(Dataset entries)
________

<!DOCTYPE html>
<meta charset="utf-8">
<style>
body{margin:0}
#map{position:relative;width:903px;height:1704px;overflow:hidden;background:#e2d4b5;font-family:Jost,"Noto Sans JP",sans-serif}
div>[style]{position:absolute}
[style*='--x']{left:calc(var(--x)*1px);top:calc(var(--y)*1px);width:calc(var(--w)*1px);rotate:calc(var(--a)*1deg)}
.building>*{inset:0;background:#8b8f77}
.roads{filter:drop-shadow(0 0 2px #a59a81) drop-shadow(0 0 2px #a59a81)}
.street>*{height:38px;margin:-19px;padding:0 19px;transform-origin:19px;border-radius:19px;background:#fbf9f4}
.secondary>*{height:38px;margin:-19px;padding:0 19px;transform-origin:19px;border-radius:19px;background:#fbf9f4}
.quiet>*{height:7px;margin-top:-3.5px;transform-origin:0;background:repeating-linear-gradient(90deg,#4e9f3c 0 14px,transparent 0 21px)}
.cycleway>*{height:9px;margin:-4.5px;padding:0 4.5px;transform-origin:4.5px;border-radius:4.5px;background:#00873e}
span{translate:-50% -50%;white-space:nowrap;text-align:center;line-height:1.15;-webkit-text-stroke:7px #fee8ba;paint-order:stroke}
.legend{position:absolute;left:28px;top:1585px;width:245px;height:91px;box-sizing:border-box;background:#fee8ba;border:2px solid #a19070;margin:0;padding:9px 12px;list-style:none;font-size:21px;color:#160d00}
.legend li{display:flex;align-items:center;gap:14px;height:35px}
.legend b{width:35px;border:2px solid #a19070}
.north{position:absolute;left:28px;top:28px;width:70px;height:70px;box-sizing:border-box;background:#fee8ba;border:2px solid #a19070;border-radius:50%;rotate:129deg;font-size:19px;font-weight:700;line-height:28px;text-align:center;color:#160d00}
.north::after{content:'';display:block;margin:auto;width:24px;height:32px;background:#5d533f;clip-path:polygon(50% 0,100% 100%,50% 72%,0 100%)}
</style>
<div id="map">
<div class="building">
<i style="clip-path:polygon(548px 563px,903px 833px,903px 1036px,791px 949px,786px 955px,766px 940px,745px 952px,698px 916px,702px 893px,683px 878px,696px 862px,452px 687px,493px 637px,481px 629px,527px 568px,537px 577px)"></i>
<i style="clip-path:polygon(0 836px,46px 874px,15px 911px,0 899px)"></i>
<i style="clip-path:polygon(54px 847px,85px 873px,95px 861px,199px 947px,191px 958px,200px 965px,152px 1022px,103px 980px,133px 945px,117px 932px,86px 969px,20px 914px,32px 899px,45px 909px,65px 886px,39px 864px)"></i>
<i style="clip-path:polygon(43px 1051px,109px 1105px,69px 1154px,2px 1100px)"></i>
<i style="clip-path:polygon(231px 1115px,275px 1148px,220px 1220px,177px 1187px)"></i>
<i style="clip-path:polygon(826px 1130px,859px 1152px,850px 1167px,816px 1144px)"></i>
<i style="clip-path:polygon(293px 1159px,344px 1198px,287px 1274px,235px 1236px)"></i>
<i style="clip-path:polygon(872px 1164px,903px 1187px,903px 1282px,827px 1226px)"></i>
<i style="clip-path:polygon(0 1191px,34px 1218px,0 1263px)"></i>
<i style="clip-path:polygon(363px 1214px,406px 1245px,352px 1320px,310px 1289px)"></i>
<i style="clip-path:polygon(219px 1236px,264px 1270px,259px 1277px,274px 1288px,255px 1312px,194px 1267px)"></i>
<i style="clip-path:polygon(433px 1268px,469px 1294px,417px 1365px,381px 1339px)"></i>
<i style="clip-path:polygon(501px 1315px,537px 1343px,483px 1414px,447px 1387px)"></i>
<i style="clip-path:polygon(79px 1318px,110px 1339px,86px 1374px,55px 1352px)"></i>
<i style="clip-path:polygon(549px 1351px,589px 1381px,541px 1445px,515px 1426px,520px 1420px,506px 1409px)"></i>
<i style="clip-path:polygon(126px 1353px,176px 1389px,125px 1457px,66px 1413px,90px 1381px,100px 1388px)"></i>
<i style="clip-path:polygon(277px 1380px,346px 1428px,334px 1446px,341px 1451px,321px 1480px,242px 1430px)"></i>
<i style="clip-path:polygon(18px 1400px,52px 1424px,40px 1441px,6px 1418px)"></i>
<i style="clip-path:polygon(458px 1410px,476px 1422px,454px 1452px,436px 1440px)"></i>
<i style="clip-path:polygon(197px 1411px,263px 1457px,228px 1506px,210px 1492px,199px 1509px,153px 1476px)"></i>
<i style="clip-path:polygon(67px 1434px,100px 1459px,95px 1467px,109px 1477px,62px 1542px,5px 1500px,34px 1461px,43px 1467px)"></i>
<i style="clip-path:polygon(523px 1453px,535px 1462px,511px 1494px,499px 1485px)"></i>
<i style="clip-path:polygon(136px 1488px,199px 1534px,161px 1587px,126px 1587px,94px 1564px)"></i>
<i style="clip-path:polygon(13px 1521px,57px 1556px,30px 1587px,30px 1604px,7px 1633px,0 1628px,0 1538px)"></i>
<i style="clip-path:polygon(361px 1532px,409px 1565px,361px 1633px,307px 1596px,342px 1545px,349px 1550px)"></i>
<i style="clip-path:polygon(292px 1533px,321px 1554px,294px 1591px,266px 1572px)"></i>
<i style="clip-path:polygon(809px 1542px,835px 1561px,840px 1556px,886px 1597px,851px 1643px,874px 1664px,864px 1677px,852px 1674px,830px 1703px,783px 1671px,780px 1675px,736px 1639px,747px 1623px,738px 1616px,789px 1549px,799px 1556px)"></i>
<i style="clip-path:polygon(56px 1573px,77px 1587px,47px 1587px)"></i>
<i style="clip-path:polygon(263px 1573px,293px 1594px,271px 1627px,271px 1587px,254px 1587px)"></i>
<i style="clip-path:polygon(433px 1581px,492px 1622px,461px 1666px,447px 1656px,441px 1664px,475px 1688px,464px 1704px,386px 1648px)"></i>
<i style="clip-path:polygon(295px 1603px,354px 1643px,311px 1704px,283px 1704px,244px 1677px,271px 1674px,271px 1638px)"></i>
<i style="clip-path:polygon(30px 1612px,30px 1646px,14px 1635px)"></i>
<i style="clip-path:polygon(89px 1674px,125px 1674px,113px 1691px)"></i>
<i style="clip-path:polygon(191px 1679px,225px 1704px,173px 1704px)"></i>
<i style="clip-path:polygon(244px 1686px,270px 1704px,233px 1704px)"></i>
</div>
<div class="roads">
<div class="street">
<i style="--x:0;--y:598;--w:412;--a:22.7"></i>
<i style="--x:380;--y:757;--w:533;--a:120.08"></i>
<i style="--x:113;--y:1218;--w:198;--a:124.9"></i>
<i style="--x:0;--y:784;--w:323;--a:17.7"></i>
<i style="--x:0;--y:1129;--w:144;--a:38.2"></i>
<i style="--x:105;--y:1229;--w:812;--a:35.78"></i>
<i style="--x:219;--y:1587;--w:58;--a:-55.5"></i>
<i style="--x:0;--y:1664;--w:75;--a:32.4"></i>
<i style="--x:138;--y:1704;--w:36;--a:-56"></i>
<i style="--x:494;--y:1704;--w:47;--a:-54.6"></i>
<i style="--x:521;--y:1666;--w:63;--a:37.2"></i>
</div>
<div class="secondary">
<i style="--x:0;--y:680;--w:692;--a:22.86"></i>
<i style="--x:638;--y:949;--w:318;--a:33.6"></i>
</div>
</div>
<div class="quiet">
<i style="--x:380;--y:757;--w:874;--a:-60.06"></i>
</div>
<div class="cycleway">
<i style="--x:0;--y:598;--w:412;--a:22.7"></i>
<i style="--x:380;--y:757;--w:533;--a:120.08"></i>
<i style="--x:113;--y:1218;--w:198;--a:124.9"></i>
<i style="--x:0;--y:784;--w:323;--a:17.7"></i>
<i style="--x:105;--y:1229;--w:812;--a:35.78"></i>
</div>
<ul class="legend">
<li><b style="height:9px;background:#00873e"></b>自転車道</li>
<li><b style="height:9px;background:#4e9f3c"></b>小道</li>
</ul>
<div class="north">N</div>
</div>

________

From the first line of the data above to the line holding "2px #a59a81) drop-shadow(0", reproduce each line exactly; emit no other lines.

# WRITTEN ANSWER
<!DOCTYPE html>
<meta charset="utf-8">
<style>
body{margin:0}
#map{position:relative;width:903px;height:1704px;overflow:hidden;background:#e2d4b5;font-family:Jost,"Noto Sans JP",sans-serif}
div>[style]{position:absolute}
[style*='--x']{left:calc(var(--x)*1px);top:calc(var(--y)*1px);width:calc(var(--w)*1px);rotate:calc(var(--a)*1deg)}
.building>*{inset:0;background:#8b8f77}
.roads{filter:drop-shadow(0 0 2px #a59a81) drop-shadow(0 0 2px #a59a81)}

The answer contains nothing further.